Exercise prompt: Examine the records below. Report how many of their lines contain the word "sizing", with no other content.

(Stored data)
= Beginning of Section =

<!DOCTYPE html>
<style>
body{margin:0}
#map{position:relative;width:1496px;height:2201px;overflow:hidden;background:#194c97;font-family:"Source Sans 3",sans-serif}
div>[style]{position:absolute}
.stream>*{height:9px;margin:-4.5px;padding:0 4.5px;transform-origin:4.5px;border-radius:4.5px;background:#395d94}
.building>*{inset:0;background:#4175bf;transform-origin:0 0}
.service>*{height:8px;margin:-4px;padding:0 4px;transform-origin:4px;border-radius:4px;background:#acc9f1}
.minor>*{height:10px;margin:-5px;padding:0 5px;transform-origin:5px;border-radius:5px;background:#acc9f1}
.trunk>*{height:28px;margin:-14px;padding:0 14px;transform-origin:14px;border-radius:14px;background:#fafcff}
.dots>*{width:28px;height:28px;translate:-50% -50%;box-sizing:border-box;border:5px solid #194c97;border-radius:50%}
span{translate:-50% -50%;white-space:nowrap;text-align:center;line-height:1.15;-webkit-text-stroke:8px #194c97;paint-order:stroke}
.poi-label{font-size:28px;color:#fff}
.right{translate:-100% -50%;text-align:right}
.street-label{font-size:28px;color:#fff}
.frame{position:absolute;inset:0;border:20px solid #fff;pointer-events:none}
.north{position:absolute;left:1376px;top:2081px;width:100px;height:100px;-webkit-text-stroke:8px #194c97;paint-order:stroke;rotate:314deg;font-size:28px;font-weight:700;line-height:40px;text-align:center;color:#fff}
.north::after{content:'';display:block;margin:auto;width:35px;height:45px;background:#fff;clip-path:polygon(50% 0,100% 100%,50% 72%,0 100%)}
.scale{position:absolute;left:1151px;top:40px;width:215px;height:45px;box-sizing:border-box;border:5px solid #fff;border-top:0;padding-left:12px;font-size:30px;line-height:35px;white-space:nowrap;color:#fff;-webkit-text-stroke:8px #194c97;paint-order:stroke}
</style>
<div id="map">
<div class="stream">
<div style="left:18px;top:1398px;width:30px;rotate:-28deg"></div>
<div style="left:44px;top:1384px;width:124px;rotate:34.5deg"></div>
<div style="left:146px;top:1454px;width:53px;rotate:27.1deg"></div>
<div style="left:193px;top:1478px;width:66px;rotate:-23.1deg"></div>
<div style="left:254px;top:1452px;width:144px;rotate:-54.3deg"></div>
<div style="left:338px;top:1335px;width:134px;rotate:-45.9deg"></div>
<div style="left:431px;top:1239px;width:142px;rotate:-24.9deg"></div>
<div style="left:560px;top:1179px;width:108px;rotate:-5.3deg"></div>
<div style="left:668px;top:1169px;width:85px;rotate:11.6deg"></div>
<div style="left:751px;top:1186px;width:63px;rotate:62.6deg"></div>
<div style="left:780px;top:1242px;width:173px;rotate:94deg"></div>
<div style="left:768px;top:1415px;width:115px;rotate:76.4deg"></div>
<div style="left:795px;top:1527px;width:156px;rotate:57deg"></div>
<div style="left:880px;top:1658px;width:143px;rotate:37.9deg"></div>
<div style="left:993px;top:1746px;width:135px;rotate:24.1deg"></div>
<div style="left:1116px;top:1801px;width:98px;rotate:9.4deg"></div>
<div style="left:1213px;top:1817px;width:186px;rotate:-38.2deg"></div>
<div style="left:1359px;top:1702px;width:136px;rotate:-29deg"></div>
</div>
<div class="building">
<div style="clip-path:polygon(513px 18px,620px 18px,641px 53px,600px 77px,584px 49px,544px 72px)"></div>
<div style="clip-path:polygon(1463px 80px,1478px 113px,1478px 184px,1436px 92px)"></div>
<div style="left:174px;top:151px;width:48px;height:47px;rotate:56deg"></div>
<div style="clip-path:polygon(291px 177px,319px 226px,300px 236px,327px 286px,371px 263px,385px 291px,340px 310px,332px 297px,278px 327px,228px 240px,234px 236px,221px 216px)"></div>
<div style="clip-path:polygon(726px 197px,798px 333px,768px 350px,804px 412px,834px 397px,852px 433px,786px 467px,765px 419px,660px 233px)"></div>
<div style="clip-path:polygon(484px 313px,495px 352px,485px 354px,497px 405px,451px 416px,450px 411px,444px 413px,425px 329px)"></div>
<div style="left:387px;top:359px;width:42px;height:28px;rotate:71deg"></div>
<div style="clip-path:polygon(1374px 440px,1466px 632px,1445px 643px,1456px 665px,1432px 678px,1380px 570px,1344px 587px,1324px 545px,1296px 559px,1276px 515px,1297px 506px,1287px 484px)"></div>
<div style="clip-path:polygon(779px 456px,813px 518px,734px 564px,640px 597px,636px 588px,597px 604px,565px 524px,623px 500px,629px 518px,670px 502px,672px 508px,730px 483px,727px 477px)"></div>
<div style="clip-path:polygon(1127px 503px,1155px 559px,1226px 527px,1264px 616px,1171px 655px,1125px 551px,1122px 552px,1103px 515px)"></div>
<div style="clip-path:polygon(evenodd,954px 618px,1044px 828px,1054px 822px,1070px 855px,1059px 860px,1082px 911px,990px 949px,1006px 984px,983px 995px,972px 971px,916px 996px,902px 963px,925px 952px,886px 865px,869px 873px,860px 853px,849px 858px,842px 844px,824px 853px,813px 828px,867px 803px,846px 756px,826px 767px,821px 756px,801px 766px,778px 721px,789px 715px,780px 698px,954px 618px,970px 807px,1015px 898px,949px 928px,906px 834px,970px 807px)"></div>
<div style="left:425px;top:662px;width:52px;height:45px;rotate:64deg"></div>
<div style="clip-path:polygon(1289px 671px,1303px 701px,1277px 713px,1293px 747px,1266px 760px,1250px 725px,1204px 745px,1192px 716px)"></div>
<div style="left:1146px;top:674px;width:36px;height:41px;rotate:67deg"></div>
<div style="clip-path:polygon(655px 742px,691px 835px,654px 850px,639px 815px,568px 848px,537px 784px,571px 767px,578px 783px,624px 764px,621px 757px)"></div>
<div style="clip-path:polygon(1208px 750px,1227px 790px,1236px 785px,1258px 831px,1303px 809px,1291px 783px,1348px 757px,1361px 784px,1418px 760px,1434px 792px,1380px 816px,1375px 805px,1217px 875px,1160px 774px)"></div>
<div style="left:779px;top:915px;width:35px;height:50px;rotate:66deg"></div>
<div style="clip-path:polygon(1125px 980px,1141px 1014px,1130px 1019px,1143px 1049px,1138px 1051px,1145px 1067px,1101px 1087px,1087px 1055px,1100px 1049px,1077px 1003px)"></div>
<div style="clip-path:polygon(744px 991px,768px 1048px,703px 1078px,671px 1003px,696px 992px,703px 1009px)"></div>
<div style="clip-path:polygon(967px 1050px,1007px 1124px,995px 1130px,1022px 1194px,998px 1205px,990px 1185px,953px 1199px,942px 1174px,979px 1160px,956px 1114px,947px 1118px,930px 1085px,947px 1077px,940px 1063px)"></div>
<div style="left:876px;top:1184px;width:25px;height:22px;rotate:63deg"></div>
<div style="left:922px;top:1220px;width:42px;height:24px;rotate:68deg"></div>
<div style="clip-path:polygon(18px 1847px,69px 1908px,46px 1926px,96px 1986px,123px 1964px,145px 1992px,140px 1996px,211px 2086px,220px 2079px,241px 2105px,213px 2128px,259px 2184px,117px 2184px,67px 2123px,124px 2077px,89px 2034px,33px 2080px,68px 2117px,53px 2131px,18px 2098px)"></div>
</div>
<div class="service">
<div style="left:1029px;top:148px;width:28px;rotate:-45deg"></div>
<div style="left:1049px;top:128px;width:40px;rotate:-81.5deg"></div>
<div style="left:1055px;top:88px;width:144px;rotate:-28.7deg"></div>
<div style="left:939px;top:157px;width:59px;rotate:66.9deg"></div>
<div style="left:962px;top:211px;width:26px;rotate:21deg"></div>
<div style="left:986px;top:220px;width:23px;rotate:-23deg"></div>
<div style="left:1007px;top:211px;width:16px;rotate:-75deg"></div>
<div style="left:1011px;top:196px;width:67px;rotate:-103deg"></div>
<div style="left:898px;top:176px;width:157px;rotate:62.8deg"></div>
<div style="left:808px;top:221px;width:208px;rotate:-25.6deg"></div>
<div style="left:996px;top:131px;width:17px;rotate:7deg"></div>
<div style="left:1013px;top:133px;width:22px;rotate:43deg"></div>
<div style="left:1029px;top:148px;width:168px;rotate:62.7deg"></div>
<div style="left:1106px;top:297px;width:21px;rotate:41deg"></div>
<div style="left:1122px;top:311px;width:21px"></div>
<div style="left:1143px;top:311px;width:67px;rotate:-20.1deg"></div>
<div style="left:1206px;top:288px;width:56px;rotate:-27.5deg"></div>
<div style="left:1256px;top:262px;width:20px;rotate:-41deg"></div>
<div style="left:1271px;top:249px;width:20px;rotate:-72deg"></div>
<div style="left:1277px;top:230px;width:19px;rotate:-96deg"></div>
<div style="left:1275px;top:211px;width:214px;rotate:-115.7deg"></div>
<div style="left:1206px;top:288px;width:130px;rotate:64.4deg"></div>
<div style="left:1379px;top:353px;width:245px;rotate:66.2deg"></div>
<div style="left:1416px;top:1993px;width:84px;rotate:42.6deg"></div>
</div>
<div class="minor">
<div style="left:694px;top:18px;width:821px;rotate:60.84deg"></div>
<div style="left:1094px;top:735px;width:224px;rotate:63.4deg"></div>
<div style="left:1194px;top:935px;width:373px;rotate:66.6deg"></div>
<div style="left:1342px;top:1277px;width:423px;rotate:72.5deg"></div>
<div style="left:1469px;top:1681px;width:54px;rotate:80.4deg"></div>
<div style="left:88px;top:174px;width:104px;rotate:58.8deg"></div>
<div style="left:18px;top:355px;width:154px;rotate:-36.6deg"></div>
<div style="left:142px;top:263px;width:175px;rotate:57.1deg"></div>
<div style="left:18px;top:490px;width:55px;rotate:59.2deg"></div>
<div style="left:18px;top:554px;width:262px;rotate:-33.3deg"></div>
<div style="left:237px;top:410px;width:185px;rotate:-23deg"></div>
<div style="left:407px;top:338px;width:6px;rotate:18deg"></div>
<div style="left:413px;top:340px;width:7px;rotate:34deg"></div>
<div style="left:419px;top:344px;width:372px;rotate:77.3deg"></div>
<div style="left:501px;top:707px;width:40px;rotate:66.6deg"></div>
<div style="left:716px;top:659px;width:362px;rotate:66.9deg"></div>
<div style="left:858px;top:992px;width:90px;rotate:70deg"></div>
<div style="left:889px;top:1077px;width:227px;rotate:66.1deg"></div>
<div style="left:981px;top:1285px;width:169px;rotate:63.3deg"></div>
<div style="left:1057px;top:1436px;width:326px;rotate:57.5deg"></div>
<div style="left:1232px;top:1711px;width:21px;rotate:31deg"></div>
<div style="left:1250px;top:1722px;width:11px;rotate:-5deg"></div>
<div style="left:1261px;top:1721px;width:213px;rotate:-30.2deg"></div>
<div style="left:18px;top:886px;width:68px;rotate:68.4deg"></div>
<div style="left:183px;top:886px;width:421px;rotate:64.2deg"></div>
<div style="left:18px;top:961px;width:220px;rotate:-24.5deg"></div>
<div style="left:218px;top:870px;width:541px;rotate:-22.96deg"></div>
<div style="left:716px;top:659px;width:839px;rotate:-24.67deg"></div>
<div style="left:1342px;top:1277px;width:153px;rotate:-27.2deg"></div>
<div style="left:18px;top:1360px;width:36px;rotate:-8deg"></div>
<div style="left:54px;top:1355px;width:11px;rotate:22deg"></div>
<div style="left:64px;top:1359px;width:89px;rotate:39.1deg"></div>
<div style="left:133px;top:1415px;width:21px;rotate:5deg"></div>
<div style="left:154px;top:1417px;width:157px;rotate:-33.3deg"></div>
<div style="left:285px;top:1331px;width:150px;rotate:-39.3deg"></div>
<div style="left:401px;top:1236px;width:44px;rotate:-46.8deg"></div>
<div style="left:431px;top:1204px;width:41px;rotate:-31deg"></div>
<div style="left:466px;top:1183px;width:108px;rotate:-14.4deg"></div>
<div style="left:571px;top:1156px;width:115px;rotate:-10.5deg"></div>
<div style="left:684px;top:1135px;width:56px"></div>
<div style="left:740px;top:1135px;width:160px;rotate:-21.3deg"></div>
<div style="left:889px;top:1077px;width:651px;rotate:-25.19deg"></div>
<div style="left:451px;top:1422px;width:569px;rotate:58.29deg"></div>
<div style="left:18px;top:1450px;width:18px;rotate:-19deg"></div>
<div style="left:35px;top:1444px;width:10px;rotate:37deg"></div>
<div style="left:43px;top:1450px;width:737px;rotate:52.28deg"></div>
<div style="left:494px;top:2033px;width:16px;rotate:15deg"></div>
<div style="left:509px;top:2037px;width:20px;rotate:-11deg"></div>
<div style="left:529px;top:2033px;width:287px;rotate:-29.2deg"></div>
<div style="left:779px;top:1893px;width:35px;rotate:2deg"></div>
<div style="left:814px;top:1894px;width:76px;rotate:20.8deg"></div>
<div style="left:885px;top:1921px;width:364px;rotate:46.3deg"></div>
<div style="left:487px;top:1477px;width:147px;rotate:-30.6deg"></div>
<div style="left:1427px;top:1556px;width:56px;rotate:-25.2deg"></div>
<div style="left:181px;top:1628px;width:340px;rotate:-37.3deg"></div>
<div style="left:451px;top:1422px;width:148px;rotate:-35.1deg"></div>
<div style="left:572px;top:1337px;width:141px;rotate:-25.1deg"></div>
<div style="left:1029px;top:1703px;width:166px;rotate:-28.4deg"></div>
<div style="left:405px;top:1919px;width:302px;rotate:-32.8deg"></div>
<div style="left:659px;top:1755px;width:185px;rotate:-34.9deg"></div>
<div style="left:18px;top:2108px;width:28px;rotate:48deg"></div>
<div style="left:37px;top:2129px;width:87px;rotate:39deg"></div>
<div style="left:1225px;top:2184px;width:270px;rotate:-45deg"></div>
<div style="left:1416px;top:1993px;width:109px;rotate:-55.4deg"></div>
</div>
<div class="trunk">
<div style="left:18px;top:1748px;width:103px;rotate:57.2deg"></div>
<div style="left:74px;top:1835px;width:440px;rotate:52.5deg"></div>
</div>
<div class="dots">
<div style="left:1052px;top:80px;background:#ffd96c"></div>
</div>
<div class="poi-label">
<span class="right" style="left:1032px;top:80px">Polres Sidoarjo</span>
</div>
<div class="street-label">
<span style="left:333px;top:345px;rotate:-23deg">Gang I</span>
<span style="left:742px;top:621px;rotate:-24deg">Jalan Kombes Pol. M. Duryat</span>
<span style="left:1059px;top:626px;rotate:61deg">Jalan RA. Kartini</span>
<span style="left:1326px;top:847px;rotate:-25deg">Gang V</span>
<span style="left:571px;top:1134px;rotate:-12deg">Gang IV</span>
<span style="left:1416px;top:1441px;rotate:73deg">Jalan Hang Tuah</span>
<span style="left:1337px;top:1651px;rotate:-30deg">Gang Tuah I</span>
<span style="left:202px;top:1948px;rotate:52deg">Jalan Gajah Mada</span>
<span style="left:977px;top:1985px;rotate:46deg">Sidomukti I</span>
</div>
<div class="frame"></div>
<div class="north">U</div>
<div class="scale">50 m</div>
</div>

= End of Section =

Solution: 2